__Data shown__:
:::::

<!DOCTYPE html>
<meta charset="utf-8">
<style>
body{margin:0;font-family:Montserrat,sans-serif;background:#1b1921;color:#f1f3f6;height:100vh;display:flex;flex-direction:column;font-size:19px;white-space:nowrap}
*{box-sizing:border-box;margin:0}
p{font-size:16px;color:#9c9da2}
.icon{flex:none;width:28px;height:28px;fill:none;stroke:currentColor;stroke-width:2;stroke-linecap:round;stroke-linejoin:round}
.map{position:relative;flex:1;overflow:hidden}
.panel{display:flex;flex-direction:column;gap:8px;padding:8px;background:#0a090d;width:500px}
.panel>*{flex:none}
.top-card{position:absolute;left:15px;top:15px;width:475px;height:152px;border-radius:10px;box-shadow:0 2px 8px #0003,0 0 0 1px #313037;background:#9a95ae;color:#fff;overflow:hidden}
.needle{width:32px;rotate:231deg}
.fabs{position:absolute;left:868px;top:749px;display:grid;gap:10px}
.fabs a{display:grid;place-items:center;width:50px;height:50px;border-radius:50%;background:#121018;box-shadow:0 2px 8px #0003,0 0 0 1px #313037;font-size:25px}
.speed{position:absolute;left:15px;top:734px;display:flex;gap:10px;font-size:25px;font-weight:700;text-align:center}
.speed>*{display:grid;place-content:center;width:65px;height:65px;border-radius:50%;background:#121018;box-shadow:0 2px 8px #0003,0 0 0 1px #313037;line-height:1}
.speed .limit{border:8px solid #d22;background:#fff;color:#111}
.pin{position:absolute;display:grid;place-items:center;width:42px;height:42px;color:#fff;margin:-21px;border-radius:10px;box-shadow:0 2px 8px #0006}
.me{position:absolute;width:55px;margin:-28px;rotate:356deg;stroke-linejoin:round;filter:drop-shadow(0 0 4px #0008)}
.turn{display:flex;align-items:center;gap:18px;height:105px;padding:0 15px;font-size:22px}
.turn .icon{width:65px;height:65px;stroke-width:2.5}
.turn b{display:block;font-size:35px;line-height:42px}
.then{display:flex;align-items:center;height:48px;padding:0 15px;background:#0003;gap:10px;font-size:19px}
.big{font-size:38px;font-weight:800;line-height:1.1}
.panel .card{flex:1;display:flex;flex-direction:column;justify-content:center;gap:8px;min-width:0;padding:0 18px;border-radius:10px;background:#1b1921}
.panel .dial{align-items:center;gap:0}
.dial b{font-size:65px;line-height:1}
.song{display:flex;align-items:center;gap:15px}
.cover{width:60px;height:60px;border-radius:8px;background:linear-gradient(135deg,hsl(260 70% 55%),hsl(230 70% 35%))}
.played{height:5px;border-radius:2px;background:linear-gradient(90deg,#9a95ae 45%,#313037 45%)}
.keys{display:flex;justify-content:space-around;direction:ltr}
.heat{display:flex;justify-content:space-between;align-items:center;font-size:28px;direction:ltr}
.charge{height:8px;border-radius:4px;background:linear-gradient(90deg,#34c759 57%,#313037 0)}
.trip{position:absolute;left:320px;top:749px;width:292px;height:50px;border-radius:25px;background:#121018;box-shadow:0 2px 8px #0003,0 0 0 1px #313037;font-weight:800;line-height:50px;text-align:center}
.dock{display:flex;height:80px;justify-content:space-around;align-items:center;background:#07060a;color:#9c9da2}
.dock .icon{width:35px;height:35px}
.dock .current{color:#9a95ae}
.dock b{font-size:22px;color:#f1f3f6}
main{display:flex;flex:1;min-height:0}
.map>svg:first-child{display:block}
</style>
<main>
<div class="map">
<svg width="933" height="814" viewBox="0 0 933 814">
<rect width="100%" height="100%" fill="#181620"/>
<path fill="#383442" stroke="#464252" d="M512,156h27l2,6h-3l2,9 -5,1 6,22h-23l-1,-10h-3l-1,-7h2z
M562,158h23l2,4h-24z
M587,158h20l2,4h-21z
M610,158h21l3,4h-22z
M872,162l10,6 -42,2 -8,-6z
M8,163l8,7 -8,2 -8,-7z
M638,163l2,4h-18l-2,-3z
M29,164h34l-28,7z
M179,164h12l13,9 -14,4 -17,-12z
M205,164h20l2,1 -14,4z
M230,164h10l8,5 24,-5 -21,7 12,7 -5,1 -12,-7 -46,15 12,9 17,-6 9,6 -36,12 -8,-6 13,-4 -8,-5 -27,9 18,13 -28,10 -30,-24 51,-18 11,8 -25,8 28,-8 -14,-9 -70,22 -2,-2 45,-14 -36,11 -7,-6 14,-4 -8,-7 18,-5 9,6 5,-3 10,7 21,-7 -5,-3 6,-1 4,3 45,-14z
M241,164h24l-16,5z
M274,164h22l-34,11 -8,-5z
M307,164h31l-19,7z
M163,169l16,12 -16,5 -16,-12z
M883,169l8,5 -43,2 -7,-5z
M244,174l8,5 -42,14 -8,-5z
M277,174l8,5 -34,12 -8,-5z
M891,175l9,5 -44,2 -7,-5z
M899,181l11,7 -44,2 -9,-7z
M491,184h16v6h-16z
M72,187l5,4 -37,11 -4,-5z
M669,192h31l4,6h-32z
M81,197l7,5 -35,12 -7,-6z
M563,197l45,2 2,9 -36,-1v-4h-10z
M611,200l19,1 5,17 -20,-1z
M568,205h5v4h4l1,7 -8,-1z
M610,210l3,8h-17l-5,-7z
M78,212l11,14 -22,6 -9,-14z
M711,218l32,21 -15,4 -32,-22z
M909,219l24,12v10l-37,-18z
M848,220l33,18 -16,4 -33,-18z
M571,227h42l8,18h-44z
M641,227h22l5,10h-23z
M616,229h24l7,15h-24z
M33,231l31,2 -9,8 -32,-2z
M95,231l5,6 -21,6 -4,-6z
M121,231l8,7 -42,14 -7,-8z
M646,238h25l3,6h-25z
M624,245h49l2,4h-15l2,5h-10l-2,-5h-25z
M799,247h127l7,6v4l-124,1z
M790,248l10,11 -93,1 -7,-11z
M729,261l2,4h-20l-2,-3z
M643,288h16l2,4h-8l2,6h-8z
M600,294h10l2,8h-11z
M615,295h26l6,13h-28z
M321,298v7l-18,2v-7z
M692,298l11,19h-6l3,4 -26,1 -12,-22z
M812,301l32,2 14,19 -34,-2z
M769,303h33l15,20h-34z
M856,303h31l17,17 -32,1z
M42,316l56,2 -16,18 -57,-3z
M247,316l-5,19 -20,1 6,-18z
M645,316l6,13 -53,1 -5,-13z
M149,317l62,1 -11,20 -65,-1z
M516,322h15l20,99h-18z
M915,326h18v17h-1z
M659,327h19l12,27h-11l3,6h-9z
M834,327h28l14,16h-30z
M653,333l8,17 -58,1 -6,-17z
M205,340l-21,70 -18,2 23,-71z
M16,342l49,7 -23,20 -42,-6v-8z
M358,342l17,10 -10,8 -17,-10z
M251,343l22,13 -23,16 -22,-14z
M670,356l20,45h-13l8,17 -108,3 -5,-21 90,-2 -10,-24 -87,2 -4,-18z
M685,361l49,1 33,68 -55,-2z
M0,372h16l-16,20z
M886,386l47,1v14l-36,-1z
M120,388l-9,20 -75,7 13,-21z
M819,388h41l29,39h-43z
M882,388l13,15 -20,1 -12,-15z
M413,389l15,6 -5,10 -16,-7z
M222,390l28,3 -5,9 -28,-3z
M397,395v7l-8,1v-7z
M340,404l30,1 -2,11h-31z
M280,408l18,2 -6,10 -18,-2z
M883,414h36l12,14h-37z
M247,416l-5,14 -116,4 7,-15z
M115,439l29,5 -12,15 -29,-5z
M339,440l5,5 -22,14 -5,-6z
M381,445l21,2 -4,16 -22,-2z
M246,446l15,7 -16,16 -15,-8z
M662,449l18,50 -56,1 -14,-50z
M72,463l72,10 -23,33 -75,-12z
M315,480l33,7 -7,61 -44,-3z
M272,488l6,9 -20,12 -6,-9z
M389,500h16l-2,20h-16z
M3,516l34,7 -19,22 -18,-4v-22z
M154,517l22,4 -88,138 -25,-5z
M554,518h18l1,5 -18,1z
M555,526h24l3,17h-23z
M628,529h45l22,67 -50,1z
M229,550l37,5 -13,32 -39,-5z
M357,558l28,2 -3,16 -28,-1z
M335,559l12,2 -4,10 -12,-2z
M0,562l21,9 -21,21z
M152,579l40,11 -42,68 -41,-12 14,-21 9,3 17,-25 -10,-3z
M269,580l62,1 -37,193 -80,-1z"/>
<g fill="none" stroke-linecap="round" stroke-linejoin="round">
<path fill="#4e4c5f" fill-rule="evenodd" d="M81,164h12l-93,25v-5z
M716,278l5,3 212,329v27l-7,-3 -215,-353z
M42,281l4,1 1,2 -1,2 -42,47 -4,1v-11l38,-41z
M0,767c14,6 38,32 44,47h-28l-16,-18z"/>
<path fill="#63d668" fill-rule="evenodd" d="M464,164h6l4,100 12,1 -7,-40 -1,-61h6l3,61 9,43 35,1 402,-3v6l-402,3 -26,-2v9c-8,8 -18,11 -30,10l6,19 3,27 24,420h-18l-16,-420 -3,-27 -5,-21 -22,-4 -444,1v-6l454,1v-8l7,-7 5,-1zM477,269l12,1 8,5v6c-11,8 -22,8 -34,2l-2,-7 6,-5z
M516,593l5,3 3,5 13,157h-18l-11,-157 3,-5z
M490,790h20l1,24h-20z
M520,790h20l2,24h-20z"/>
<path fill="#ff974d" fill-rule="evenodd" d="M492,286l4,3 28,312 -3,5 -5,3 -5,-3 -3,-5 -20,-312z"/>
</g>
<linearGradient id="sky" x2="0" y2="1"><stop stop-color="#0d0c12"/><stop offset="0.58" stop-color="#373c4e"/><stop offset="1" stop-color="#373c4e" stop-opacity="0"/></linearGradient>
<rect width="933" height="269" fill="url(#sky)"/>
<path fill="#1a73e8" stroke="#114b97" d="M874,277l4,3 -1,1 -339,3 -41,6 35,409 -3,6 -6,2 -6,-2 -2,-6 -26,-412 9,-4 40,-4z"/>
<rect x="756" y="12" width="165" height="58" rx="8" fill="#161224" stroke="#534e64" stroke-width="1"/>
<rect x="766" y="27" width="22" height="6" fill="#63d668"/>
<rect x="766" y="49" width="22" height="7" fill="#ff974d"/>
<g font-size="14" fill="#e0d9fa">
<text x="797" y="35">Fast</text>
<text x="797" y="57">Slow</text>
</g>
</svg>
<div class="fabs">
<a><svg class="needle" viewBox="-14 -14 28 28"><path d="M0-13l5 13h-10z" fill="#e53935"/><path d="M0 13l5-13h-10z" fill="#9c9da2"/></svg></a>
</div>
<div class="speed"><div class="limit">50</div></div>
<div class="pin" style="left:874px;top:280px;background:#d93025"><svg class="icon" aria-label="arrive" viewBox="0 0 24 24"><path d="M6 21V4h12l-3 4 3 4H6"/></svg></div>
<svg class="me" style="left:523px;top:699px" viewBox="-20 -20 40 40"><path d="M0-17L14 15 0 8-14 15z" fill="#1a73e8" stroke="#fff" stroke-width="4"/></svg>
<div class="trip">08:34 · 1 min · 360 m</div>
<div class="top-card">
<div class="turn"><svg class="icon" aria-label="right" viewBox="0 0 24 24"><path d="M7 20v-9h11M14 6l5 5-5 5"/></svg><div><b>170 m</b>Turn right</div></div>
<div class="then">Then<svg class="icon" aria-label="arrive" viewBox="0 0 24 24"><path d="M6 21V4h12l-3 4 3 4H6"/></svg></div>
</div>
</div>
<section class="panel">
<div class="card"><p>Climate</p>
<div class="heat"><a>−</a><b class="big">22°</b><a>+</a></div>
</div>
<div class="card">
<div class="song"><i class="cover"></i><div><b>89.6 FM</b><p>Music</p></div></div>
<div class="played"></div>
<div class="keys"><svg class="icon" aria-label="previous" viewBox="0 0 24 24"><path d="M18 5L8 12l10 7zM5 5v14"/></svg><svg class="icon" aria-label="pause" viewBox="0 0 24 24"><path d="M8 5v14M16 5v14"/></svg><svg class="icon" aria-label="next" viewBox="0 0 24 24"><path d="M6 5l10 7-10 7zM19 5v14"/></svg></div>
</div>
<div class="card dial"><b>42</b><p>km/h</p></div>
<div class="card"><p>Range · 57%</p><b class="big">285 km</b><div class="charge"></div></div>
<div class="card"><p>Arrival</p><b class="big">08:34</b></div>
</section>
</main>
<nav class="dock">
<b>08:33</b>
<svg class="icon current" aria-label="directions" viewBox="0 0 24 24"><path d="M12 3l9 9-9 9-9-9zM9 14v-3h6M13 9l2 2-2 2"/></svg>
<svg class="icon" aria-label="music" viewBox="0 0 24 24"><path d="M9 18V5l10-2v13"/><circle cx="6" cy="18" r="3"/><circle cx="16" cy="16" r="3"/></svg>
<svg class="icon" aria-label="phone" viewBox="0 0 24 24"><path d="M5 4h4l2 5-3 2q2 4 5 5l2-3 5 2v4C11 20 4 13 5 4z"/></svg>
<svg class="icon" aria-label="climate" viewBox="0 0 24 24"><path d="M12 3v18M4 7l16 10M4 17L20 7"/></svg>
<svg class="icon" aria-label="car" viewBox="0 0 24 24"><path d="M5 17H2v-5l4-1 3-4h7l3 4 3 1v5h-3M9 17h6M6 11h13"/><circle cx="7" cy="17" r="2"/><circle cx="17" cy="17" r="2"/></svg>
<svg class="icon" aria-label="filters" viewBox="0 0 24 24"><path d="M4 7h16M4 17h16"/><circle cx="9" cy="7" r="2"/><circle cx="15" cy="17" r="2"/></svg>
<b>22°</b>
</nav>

:::::

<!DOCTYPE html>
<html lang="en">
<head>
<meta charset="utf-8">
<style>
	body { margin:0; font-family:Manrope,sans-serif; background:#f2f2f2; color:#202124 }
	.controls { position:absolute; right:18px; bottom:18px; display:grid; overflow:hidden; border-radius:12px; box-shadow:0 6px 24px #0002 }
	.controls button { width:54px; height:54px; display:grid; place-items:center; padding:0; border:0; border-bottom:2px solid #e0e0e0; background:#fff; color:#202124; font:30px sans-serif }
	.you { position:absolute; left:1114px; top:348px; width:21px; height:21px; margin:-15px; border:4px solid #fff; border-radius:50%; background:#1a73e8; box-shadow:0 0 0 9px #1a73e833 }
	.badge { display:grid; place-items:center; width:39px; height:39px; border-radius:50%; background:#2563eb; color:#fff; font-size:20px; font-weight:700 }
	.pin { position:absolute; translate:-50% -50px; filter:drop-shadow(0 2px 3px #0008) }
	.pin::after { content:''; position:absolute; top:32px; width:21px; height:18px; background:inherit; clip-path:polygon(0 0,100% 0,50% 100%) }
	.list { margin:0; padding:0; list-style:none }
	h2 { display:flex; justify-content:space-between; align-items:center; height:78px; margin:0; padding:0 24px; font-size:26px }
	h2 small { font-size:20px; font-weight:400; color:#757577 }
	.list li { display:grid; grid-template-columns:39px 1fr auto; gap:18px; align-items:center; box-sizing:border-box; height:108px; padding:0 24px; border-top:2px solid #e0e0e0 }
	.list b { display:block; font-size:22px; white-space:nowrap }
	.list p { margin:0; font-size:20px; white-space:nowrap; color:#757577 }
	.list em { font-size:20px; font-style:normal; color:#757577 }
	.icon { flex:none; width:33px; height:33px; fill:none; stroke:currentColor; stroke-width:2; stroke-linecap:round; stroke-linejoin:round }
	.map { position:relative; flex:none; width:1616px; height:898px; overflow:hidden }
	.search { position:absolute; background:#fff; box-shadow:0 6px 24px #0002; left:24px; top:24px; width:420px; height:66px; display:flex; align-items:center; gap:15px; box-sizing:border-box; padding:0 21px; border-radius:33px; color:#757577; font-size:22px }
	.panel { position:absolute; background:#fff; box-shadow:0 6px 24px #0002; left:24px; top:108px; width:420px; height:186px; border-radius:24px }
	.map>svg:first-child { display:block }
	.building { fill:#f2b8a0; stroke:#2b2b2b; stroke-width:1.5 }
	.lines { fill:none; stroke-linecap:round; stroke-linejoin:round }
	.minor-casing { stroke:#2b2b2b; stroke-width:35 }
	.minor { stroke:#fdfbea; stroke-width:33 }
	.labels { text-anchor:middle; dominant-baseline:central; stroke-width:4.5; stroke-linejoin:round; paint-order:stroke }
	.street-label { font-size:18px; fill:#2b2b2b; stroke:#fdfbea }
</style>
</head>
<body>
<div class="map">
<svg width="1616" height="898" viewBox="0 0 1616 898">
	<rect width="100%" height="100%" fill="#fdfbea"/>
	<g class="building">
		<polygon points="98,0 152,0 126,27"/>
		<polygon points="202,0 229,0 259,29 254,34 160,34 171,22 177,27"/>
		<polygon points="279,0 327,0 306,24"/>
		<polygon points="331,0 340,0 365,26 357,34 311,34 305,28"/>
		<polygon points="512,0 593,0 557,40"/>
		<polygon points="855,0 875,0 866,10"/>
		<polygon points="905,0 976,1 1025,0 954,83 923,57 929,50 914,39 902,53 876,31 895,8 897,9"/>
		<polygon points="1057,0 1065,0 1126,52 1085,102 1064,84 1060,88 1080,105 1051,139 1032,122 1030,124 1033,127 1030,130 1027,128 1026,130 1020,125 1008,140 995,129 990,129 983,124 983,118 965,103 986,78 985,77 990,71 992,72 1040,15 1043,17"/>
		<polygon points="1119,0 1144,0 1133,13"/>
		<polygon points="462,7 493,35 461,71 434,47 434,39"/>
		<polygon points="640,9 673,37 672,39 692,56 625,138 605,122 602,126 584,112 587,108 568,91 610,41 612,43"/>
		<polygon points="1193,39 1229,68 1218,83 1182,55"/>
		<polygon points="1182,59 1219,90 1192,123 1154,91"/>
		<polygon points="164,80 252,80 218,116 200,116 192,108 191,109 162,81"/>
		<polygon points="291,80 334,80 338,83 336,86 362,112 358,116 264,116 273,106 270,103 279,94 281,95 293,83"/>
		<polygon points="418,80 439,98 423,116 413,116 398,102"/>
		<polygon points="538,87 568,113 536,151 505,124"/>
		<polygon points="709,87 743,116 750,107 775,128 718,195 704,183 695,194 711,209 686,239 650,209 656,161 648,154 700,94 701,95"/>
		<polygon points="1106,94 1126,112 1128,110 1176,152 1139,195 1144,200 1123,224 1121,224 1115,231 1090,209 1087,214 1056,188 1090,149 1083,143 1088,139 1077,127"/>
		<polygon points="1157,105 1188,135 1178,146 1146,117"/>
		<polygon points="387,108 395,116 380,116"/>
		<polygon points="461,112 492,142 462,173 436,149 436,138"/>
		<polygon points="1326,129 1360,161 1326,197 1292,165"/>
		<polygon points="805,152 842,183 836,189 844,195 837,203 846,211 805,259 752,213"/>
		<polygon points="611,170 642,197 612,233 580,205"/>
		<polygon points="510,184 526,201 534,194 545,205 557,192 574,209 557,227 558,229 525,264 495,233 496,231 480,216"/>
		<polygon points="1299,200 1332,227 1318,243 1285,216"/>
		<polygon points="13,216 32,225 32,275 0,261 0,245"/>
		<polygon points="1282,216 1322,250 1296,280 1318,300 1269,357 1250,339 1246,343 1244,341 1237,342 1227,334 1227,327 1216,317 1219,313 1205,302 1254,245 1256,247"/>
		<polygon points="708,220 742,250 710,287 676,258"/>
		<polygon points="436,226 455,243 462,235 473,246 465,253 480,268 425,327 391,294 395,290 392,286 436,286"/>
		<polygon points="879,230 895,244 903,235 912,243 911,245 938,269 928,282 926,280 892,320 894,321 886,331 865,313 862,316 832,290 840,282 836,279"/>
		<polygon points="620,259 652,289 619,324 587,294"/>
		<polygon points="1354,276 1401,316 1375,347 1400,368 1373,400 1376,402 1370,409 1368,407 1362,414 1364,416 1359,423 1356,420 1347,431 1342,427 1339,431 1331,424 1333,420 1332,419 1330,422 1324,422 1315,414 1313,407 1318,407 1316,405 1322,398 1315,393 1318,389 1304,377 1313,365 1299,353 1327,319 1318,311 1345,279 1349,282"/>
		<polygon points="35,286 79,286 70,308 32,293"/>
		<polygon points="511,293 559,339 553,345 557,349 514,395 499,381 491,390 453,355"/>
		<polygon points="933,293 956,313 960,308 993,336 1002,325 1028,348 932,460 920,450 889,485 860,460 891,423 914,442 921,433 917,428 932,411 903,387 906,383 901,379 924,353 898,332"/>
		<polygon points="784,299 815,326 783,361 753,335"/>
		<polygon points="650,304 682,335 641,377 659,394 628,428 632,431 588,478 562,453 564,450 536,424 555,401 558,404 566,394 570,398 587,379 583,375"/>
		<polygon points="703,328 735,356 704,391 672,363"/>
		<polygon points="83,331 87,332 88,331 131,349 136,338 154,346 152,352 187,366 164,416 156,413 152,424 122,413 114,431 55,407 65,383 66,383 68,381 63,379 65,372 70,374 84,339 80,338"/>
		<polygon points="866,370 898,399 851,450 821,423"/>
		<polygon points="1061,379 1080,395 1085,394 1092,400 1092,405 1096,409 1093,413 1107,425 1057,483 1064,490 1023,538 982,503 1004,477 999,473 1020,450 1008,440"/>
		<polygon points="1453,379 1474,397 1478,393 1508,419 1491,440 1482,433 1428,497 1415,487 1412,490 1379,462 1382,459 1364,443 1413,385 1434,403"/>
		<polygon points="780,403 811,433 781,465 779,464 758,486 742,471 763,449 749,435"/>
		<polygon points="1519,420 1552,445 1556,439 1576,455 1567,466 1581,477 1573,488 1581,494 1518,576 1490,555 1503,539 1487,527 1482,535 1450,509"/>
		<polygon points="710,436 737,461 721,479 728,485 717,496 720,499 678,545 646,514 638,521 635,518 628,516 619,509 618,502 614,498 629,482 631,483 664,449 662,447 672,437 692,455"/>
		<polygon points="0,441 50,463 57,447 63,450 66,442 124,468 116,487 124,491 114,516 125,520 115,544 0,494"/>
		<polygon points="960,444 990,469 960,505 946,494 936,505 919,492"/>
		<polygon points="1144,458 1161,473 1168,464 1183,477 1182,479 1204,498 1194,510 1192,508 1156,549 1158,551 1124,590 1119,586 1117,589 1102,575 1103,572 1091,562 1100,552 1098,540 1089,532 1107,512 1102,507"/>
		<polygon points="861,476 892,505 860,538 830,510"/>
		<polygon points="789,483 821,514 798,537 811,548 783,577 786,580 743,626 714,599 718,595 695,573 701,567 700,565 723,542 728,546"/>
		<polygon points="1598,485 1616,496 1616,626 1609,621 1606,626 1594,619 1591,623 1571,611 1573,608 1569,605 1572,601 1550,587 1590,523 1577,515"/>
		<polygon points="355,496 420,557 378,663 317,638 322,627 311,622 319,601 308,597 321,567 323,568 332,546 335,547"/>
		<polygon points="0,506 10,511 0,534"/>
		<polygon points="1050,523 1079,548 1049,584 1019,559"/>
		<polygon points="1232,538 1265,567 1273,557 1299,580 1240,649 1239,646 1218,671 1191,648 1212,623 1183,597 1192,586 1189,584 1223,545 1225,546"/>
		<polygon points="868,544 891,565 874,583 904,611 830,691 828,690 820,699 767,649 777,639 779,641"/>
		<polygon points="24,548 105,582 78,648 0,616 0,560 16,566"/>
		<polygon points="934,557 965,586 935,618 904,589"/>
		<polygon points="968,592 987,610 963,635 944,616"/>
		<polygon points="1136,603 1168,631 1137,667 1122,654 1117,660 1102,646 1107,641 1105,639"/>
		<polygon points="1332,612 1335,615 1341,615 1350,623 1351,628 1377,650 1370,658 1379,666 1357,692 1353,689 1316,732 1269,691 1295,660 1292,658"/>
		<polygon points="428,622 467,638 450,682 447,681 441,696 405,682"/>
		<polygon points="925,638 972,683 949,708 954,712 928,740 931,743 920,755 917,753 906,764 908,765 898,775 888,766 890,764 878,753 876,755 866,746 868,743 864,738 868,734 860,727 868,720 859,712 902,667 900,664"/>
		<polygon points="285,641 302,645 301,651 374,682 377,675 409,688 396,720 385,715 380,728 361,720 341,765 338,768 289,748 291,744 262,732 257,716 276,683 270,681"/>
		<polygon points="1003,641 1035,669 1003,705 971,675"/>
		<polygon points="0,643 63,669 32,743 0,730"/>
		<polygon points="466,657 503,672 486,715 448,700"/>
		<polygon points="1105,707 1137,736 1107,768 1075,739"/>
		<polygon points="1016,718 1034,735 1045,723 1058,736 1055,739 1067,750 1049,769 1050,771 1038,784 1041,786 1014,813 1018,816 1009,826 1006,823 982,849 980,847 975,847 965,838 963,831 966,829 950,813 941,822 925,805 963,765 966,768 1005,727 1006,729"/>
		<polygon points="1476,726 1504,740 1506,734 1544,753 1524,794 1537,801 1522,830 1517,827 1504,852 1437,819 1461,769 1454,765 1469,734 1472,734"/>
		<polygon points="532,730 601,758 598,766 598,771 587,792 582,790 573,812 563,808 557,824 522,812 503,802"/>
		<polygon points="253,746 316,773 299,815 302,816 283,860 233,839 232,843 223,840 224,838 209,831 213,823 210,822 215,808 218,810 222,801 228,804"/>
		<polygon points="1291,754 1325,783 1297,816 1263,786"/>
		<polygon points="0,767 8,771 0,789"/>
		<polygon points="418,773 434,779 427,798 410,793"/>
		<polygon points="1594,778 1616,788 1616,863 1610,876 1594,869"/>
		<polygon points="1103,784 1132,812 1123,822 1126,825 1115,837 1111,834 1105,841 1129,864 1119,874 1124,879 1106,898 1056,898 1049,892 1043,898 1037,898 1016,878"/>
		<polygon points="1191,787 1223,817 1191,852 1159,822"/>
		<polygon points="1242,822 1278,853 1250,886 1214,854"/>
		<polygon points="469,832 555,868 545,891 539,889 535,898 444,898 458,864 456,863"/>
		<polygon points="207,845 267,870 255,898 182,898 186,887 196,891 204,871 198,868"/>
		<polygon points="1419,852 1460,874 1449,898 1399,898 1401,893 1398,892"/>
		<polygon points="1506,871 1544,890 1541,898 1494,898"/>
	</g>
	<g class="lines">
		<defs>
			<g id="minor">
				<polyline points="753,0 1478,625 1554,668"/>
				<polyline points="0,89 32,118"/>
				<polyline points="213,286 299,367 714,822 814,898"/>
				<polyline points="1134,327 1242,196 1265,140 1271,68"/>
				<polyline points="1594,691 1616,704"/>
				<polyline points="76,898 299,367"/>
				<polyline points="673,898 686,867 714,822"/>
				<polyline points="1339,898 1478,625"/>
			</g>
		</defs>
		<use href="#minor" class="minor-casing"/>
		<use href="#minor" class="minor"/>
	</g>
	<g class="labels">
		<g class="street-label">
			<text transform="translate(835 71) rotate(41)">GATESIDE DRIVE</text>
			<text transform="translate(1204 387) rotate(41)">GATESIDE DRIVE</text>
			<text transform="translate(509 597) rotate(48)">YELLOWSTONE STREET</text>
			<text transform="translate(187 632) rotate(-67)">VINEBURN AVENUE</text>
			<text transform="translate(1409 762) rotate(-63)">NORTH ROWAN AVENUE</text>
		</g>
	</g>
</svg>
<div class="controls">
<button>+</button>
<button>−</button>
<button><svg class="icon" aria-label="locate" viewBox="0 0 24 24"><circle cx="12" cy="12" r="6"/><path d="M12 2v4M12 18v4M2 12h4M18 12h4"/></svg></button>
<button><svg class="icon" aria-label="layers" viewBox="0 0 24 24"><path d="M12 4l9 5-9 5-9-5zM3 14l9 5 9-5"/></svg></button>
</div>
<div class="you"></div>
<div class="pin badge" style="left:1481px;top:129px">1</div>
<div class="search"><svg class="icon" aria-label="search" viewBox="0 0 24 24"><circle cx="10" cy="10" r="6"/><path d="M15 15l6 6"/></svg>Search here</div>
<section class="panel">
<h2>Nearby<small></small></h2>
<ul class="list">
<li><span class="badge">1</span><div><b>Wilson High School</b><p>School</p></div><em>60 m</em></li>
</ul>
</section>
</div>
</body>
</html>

:::::

__Requirement__:
Which lines above run from the one containing "font-size:20px; font-style:normal; color:#757577" down to the one containing "flex:none; width:33px; height:33px;"? Repeat exactly those, both ends included, and nothing else.

__Answer section__:
	.list em { font-size:20px; font-style:normal; color:#757577 }
	.icon { flex:none; width:33px; height:33px; fill:none; stroke:currentColor; stroke-width:2; stroke-linecap:round; stroke-linejoin:round }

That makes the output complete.